As you can see from both of these articles & blog posts there is growing support for this radical idea. Recent DDoS attacks from Windows PCs that took down Twitter, Facebook and other social networking sites were aimed at just one person (and launched on a whim) and leads us to consider Windows completely unsafe. But is blocking Windows users a good course of action, and could it be achieved even if we tried?
The most common argument posed to excuse Windows security is that as the dominant OS it is the main target of hackers. This is true to an extent, but as the market leader it also gains the benefits of the top security software companies in the industry and the benefit of security experts in Microsoft itself and its business clients. The key issue here is generally the user. I am not saying Microsoft is totally blameless here, but as we will see in subsequent sections there are several good reasons why Windows is as insecure as it is.
We all saw the outcry when Windows Vista was released and the world cried, “Old piece of software X doesn’t work!” The result is that deprecated and known-to-be-vulnerable components of the OS have to be maintained for compatibility purposes (and subsequently patched and repatched for each vulnerability). Users then happily run their old software (also riddled with bugs and security vulnerabilities) wondering why they have to download so many updates.
Microsoft has tried to remedy these problems to an extent by flagging up an absence of security software, rewriting much of the kernel in their latest releases and by offering XP compatibility (a packaged VM) as an optional download with Windows 7 Pro, but Windows will still have many of these problems moving into the future as there is no obvious solution to this problem.
Despite recent campaigns such as http://www.end6.org and http://www.ie6nomore.com (there are over 70 sites of a similar ilk) IE6 still remains popular. It is a relic of the last browser war where Netscape Navigator was squeezed out of existence before Internet Explorer was left to stagnate. It hasn’t been too innovative since the turn of the millennium, and as a result is also the chief cause of most security problems because most malicious sites target this browser specifically. Microsoft moved to IE7 by default for Vista, but the corporation can’t force XP users to upgrade IE6.

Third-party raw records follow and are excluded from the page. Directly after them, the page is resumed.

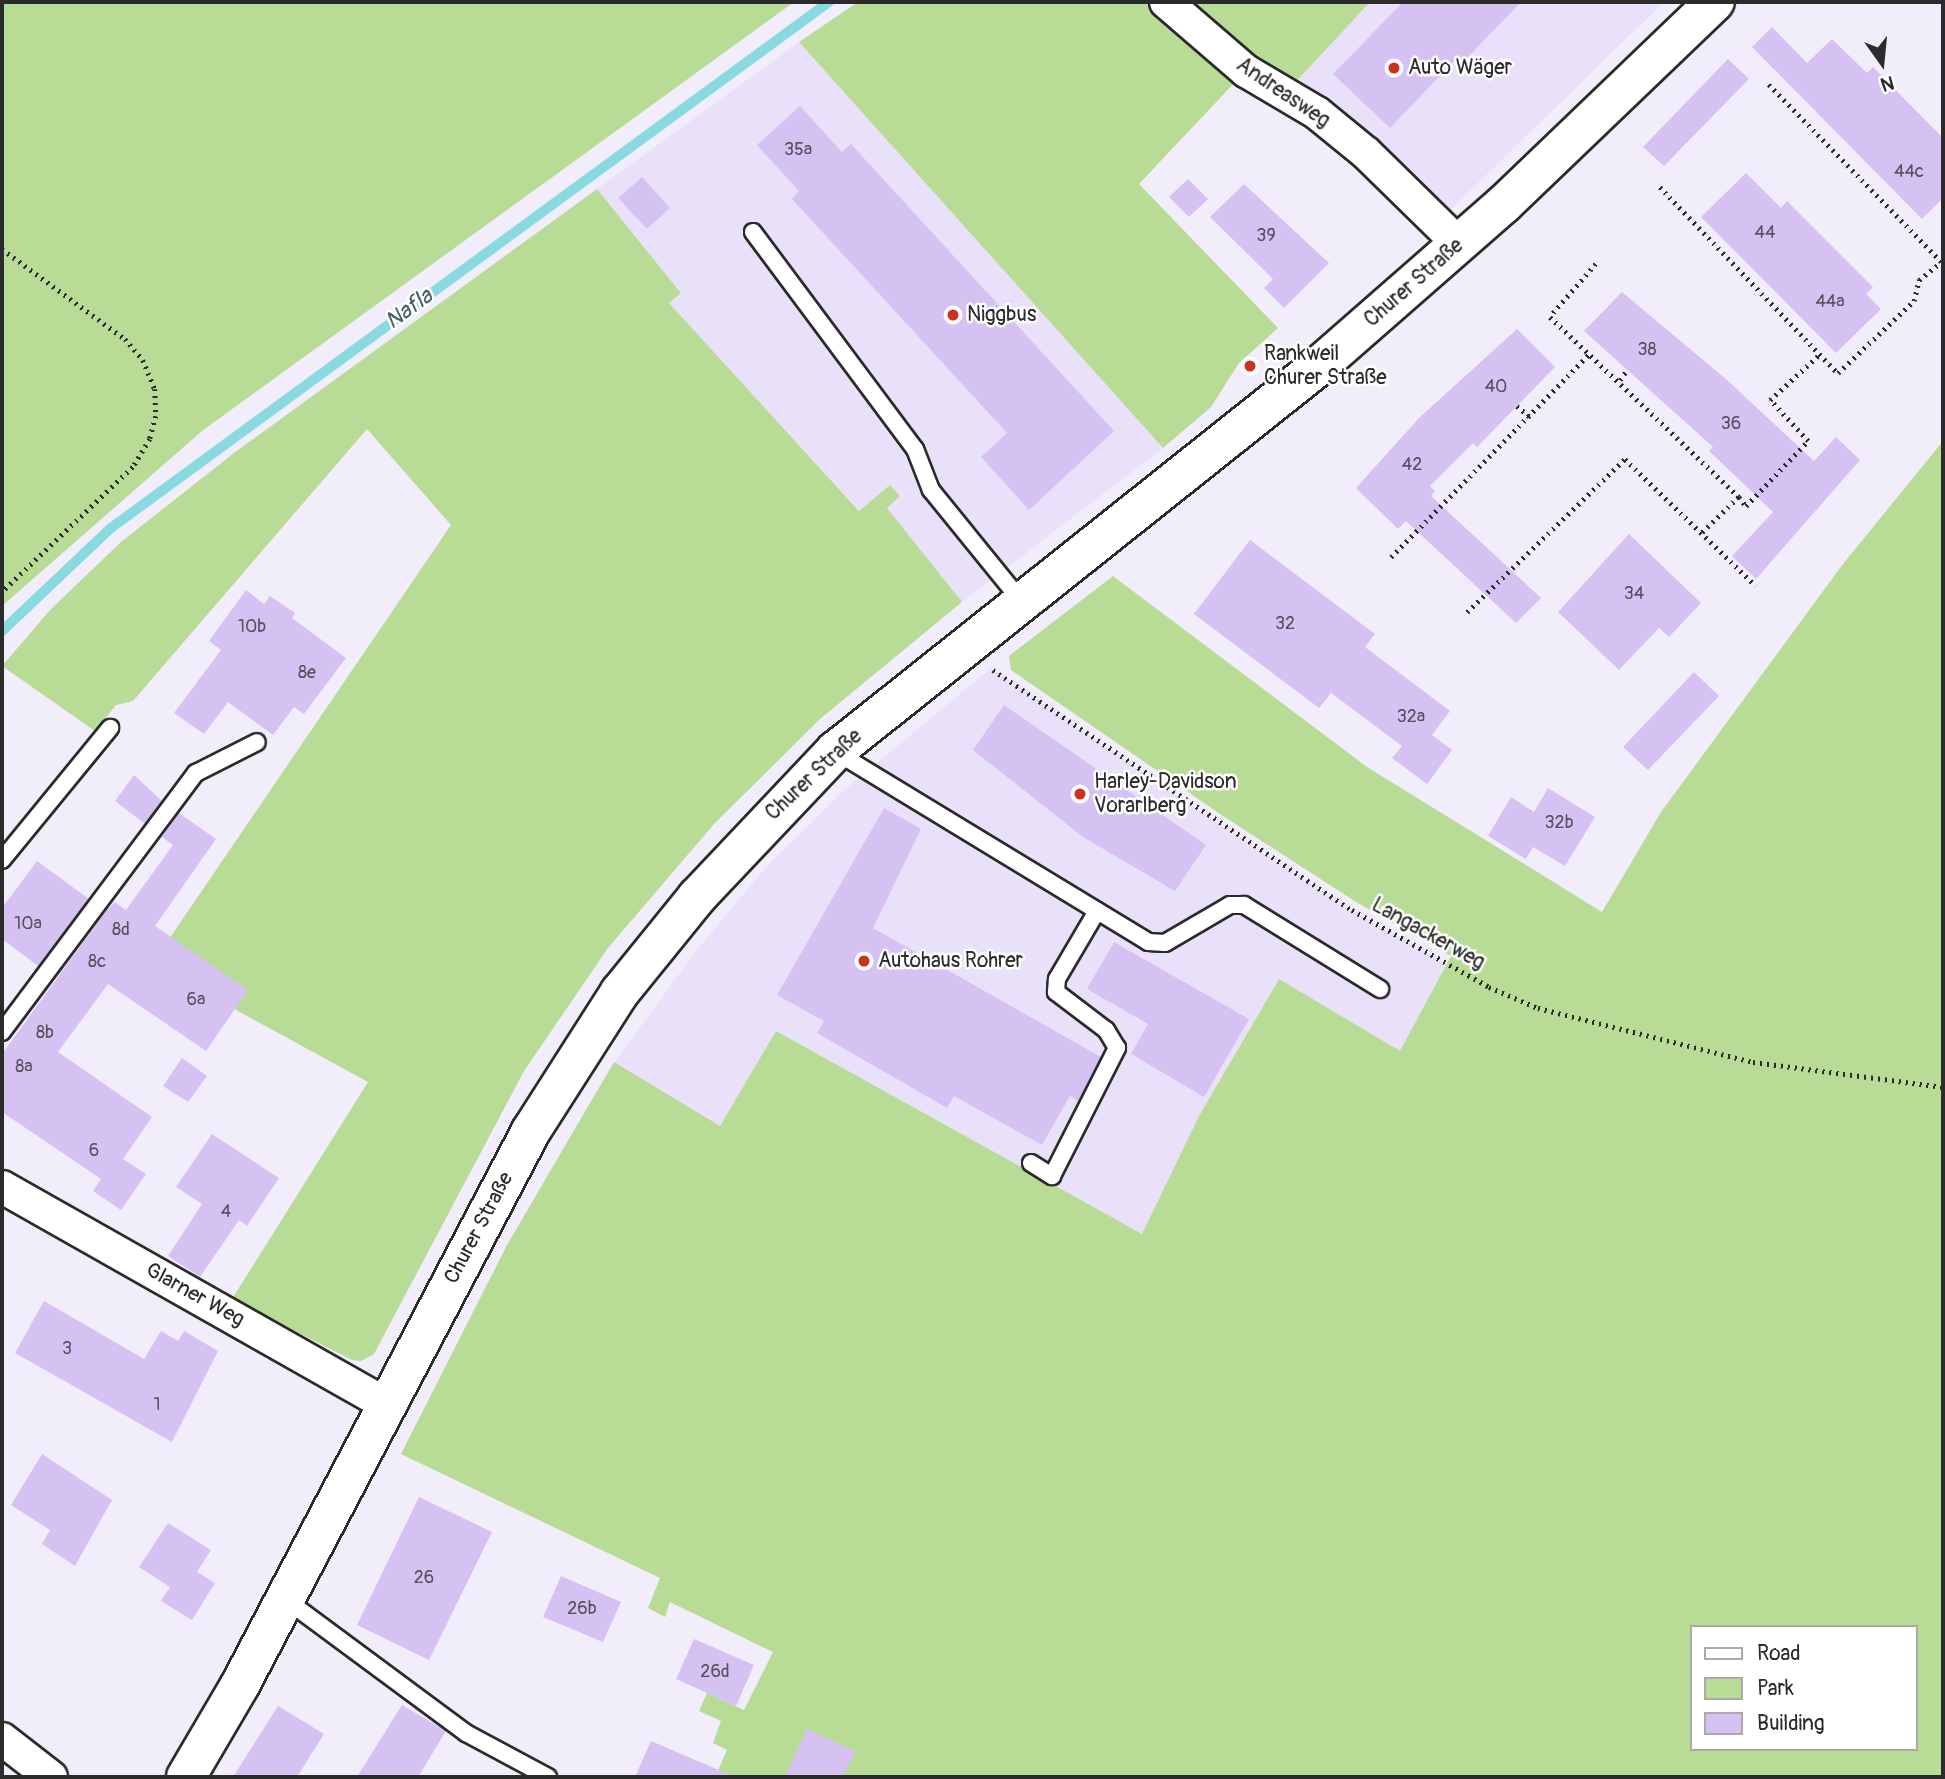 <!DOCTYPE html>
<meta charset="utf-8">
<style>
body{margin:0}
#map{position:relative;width:1945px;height:1779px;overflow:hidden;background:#f2edfb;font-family:Pangolin,sans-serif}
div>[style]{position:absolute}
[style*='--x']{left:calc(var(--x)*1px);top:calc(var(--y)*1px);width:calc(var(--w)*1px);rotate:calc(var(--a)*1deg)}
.built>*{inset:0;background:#e9e0f9}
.green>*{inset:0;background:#b8db95}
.stream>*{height:10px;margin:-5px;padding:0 5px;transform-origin:5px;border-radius:5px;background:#88dae0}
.building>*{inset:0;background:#d5c2f3}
.path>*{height:4.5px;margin-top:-2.25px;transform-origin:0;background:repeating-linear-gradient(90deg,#2b2b2b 0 2px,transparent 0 7px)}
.roads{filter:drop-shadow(2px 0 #2b2b2b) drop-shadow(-2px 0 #2b2b2b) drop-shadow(0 2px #2b2b2b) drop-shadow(0 -2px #2b2b2b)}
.lane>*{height:16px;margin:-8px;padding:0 8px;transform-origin:8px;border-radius:8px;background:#fff}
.street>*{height:32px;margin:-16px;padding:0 16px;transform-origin:16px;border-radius:16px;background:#fff}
.secondary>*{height:38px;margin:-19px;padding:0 19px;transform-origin:19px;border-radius:19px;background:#fff}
.dots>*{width:19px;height:19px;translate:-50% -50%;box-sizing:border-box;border:4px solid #fff;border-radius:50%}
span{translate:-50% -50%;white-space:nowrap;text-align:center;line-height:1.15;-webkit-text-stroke:5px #fff;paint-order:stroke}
.number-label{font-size:18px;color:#56515d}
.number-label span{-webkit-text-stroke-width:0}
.poi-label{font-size:21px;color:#2b2b2b}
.left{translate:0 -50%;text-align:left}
.street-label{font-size:21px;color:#2b2b2b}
.water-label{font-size:23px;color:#476061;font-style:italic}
.frame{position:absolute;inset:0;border:4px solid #2b2b2b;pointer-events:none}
.legend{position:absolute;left:1690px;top:1625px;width:228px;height:126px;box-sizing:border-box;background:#fff;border:2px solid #aaa;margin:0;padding:9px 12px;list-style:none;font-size:21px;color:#2b2b2b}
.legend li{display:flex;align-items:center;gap:14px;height:35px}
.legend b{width:35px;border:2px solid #aaa}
.north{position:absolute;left:1847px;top:28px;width:70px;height:70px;-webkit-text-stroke:5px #fff;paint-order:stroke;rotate:165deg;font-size:19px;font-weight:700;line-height:28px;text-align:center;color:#2b2b2b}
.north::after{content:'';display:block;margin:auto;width:24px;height:32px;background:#2b2b2b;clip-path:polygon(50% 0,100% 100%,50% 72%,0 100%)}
</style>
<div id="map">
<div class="built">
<i style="clip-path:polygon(1370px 2px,1664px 2px,1438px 222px,1285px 94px)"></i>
<i style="clip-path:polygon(799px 42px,1163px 448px,962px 602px,887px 508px,900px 495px,890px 485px,860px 511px,668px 302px,681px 292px,597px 189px)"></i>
<i style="clip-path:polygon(991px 668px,1215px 822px,1352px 910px,1447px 964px,1400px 1052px,1279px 979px,1199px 1116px,1142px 1235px,776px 1031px,720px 1126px,614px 1063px,696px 951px,766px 867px,841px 793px)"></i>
</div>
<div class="green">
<i style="clip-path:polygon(2px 2px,794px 2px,202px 431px,2px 606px)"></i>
<i style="clip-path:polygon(858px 2px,1145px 2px,1237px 80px,1139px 184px,1278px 328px,1239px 363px,1211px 407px,1163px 448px,799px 42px)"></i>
<i style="clip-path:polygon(1184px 2px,1370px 2px,1294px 84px,1252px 58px)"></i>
<i style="clip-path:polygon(597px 189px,681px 293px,669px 303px,859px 511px,890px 485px,900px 496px,887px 508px,962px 602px,820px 719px,714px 824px,608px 948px,524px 1071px,374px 1354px,361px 1361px,352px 1360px,232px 1299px,368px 1082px,152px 964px,451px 525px,367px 429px,133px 701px,116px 705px,95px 731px,2px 666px,51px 609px,121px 542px,234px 453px)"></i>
<i style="clip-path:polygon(evenodd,1943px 441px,1943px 1777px,715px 1777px,727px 1750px,713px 1743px,721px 1721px,699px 1711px,707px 1693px,744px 1710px,773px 1652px,670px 1602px,665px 1617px,648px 1608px,660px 1578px,401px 1454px,507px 1245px,614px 1062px,720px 1126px,776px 1031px,1142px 1234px,1199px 1116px,1279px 979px,1400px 1051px,1451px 956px,1356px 902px,1220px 814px,1011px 670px,1009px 656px,1113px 576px,1367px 767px,1602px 912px,1661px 812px,1843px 564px,1943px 441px,1691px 1627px,1915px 1627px,1915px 1749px,1691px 1749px,1691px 1627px)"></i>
</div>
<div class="stream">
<i style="--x:2;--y:631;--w:150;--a:-43.4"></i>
<i style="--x:111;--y:528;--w:890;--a:-36.23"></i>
</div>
<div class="building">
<i style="clip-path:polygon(1403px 2px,1521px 2px,1464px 61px,1459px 56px,1390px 128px,1333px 74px)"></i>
<i style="clip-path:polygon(1772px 27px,1807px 63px,1832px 39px,1867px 73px,1873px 67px,1943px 138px,1943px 198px,1922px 219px,1752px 47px)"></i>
<i style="clip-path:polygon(1728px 59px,1749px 79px,1664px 166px,1643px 147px)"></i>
<i style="clip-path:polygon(800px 106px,842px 152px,851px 144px,1114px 431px,1029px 510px,981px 457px,1007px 433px,792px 199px,799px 191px,757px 145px)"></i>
<i style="clip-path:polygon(1746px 173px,1781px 208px,1787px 201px,1873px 287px,1866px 294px,1881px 309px,1836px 353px,1701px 217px)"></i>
<i style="clip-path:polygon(642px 177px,670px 208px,647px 229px,618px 198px)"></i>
<i style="clip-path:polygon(1188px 179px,1208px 199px,1189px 217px,1169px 197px)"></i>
<i style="clip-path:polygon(1244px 184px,1329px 263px,1284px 308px,1264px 288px,1273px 279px,1210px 217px)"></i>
<i style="clip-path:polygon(1622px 292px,1727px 380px,1814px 461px,1836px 437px,1860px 460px,1756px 579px,1732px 556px,1773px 512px,1709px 451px,1713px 447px,1584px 331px)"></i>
<i style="clip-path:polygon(1517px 329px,1555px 367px,1477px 447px,1473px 443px,1430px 486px,1435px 491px,1431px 496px,1541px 598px,1516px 623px,1406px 521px,1398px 529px,1356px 488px,1419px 418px)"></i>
<i style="clip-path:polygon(1629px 534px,1701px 603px,1669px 637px,1659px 628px,1619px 670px,1558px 612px)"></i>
<i style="clip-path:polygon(1250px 540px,1375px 634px,1365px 647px,1450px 711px,1432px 735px,1452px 750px,1427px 784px,1392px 758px,1402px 746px,1331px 693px,1319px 708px,1194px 614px)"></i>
<i style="clip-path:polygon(246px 590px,264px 604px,270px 596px,295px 613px,292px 618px,346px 658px,304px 714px,294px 707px,273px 735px,228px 702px,204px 734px,174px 713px,221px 650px,209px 641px)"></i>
<i style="clip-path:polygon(1694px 672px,1719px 696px,1648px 770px,1623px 747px)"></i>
<i style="clip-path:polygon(1004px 705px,1206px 845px,1175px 891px,1083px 837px,973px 750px)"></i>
<i style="clip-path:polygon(134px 775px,162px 801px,145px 824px,115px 801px)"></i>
<i style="clip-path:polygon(1548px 788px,1595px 817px,1565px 866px,1533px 847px,1526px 859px,1488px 836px,1511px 797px,1534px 812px)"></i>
<i style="clip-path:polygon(884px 808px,921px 829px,873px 928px,1101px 1057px,1078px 1101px,1070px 1096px,1042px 1145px,954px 1096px,947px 1108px,817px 1033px,824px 1021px,777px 995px)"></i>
<i style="clip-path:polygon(179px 813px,216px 839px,155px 926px,248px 990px,206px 1051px,108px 984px,58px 1052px,152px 1117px,123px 1159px,146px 1174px,121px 1210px,93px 1191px,101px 1179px,2px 1112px,2px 1054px,106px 911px,115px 902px,126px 910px,173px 845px,162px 837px)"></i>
<i style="clip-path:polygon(37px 861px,89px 899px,38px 966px,2px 939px,2px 908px)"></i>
<i style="clip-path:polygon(1114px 942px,1249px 1019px,1204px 1097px,1131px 1054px,1148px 1024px,1087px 989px)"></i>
<i style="clip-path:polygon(182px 1058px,207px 1076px,188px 1102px,163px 1086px)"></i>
<i style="clip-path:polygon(212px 1134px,279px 1178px,247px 1226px,239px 1220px,200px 1277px,168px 1256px,202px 1204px,176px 1187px)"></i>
<i style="clip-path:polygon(44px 1301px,144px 1359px,161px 1331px,178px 1341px,184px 1331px,218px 1351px,172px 1442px,15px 1353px)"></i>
<i style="clip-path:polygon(42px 1454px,112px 1500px,75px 1566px,42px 1544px,50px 1530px,11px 1505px)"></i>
<i style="clip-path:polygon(419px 1497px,492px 1532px,429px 1660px,357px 1625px)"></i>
<i style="clip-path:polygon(168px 1523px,211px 1550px,197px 1572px,215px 1583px,192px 1620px,161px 1601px,170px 1587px,139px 1567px)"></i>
<i style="clip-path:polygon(561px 1576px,621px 1602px,603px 1642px,543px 1617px)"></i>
<i style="clip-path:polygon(694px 1639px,754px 1665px,736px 1706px,676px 1679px)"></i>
<i style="clip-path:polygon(402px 1705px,446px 1731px,418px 1777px,357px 1777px)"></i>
<i style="clip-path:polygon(278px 1706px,324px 1734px,297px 1777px,233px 1777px)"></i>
<i style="clip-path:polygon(807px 1729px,855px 1751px,843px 1777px,785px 1777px)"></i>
<i style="clip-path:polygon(651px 1741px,735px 1777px,635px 1777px)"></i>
</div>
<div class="path">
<i style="--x:1660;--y:187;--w:257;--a:46.3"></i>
<i style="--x:1838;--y:373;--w:105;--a:-43.5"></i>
<i style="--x:1914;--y:301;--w:22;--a:-77"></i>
<i style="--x:1919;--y:280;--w:28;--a:-39"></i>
<i style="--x:1941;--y:262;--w:251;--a:-134.2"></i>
<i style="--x:2;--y:249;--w:152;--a:36.2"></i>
<i style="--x:125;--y:339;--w:28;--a:49"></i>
<i style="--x:143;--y:360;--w:31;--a:68"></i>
<i style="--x:155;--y:389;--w:27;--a:88"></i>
<i style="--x:156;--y:416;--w:24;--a:105"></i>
<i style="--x:150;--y:439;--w:33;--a:121"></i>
<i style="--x:133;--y:467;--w:181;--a:136.3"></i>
<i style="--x:1596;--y:264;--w:70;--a:131"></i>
<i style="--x:1550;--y:317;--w:261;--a:43.6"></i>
<i style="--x:1739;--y:497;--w:52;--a:135.8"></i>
<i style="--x:1620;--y:380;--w:11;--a:-56"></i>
<i style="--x:1517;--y:406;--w:16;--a:40"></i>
<i style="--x:1739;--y:497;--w:11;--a:52"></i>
<i style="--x:1746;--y:506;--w:90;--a:-46.4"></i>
<i style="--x:1808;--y:441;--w:56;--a:-132.8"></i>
<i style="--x:1770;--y:400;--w:68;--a:-42.6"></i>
<i style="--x:1391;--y:557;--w:285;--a:-45.7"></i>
<i style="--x:1467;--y:612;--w:220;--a:-44.1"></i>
<i style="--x:1625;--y:459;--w:182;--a:44.1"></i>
<i style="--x:993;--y:670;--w:432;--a:33.8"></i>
<i style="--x:1352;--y:910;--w:157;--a:29.3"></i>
<i style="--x:1489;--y:987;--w:53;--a:23.2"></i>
<i style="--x:1538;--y:1008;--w:222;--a:14.1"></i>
<i style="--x:1753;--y:1062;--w:192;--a:7.5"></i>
</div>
<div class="roads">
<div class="lane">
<i style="--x:753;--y:232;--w:271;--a:53.3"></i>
<i style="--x:915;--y:449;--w:44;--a:68.7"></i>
<i style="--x:931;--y:490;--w:144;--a:50.9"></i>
<i style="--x:836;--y:752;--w:365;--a:31.3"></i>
<i style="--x:1148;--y:942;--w:17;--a:3"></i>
<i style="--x:1165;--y:943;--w:75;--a:-30.3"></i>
<i style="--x:1230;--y:905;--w:14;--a:0"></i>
<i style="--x:1244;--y:905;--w:160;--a:31.7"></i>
<i style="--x:2;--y:860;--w:171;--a:-50.7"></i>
<i style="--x:2;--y:1032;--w:324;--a:-53.2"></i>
<i style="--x:196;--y:773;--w:68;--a:-26.9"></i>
<i style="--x:1031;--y:1163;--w:25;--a:32"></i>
<i style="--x:1052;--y:1176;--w:144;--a:-63.1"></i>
<i style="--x:1117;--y:1048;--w:21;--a:-121"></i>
<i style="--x:1106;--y:1030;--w:63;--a:-142.8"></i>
<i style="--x:1056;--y:992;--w:13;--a:-86"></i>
<i style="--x:1057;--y:979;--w:79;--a:-59.5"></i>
<i style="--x:285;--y:1599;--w:225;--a:36.5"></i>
<i style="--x:466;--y:1733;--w:93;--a:28.2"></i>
</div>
<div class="street">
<i style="--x:1166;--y:2;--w:106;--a:40.8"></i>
<i style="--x:1246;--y:71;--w:82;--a:30.6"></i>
<i style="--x:1317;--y:113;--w:63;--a:39.2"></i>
<i style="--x:1366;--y:153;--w:130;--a:44.4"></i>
<i style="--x:2;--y:1187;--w:442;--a:29.5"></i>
<i style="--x:2;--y:1739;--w:62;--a:37.8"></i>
</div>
<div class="secondary">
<i style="--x:186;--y:1777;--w:107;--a:-59.6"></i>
<i style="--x:240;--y:1685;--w:626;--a:-62.29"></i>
<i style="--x:531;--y:1131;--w:165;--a:-57.4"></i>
<i style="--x:620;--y:992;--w:122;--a:-51"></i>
<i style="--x:697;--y:897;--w:201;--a:-46.6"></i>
<i style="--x:835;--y:751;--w:620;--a:-38.52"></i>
<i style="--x:1320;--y:365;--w:244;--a:-41.2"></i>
<i style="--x:1504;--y:204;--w:292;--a:-43.8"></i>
</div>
</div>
<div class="dots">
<i style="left:1394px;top:68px;background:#c8321e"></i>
<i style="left:953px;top:315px;background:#c8321e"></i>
<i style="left:1250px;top:366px;background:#c8321e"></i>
<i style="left:1080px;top:794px;background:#c8321e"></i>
<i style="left:864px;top:961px;background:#c8321e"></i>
</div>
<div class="number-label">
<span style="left:798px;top:150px">35a</span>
<span style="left:1909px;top:172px">44c</span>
<span style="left:1765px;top:233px">44</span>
<span style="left:1266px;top:236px">39</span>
<span style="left:1830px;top:302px">44a</span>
<span style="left:1647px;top:350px">38</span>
<span style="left:1496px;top:387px">40</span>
<span style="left:1731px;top:424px">36</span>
<span style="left:1412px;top:465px">42</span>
<span style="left:1634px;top:594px">34</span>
<span style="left:1285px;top:624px">32</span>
<span style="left:252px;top:627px">10b</span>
<span style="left:307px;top:673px">8e</span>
<span style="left:1411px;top:717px">32a</span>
<span style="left:1559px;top:823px">32b</span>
<span style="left:28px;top:924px">10a</span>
<span style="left:121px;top:930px">8d</span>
<span style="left:97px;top:962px">8c</span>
<span style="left:196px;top:1000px">6a</span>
<span style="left:45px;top:1033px">8b</span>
<span style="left:24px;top:1067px">8a</span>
<span style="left:94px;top:1151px">6</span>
<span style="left:226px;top:1212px">4</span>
<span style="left:67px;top:1349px">3</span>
<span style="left:157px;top:1405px">1</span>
<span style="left:424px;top:1578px">26</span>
<span style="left:582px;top:1609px">26b</span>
<span style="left:715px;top:1672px">26d</span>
</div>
<div class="poi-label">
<span class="left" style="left:1408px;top:68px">Auto Wäger</span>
<span class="left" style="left:967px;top:315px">Niggbus</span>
<span class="left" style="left:1264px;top:366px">Rankweil<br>Churer Straße</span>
<span class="left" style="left:1094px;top:794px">Harley-Davidson<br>Vorarlberg</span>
<span class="left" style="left:878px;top:961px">Autohaus Rohrer</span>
</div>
<div class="street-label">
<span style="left:1283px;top:93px;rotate:34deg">Andreasweg</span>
<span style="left:1414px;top:283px;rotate:-41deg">Churer Straße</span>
<span style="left:814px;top:775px;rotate:-43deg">Churer Straße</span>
<span style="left:1428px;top:934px;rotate:29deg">Langackerweg</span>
<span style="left:479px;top:1228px;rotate:-62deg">Churer Straße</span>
<span style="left:195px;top:1295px;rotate:29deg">Glarner Weg</span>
</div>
<div class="water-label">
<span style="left:409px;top:309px;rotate:-36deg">Nafla</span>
</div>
<div class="frame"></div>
<ul class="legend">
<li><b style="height:9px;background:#fff"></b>Road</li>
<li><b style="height:19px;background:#b8db95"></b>Park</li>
<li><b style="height:19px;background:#d5c2f3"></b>Building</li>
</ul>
<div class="north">N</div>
</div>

Despite the best will of PC World and other boutiques’ sales teams to sell expensive copies of Norton 360 and McAfee Security with all new machines, most Windows users have little or no security software installed. This isn’t always intentional, and is usually caused out of ignorance or simply failing to renew their subscriptions once their protection has expired.
These people come from the same majority which open random emails with dodgy attachments, (ironically) run bogus anti-virus checkers on the net and click ‘OK’ on every pop-up. Unless someone who knows better tells them otherwise, they will continue to do this. Microsoft has added security centre to nag people about not having adequate security, but unfortunately it doesn’t work in the majority of cases as it does not motivate people to protect themselves.
It pains me to say it, but Windows is not the beginning and end of the problem. Microsoft is making the OS the majority of people want. Unfortunately for the internet, the majority of Windows users consist of non-IT literate people who demand everything works without hassle, whatever the consequences (before I get flamed, I am not saying ALL Windows users are like this, but the general populace as I have experienced them on forums and whose computers I wind up fixing).
The answer is NOT to ask everyone to buy a Mac or install GNU/Linux, BSD or some other Unix variant over their Windows partition. Nor is it the answer to filter every Windows user from the internet, which would be a logistical nightmare and take out the vast majority every-day users (but seriously please partisan supporters of alternative operating systems).
The answer is to re-educate people. As they start using these services and becoming components in botnets, direct them to security software. If they don’t want to fork out for one, simply suggest free alternatives they can download from the net. They are usually just as good, or in the worst case are better than nothing. If all else fails, act like an insurance salesman and point them to a folder of their beloved family photos (which won’t be backed up) and while they’re reminiscing about those occasions tell them what will happen if they don’t get security software. Persistence is the key and unless people are motivated to protect themselves they won’t.
Also, by posting in forum signatures, personal websites and social networking profiles in prominent places that Internet Explorer 6 users need to update their browser you can increase awareness of the situation. Some users don’t even know what a browser is, so be patient and answer any questions calmly. If everywhere they look on the net views their browser with disdain they will do exactly what most consumers always do in that situation – get a new one. Even if they stick with Internet Explorer, we still raise awareness about what a browser is and why it is important to update.
If Windows 7 sees the rush we’re all expecting from the hype IE8 might make this a moot point, but in the meantime it is important to send people this message. I will certainly be doing so with the next version of this site (still under development).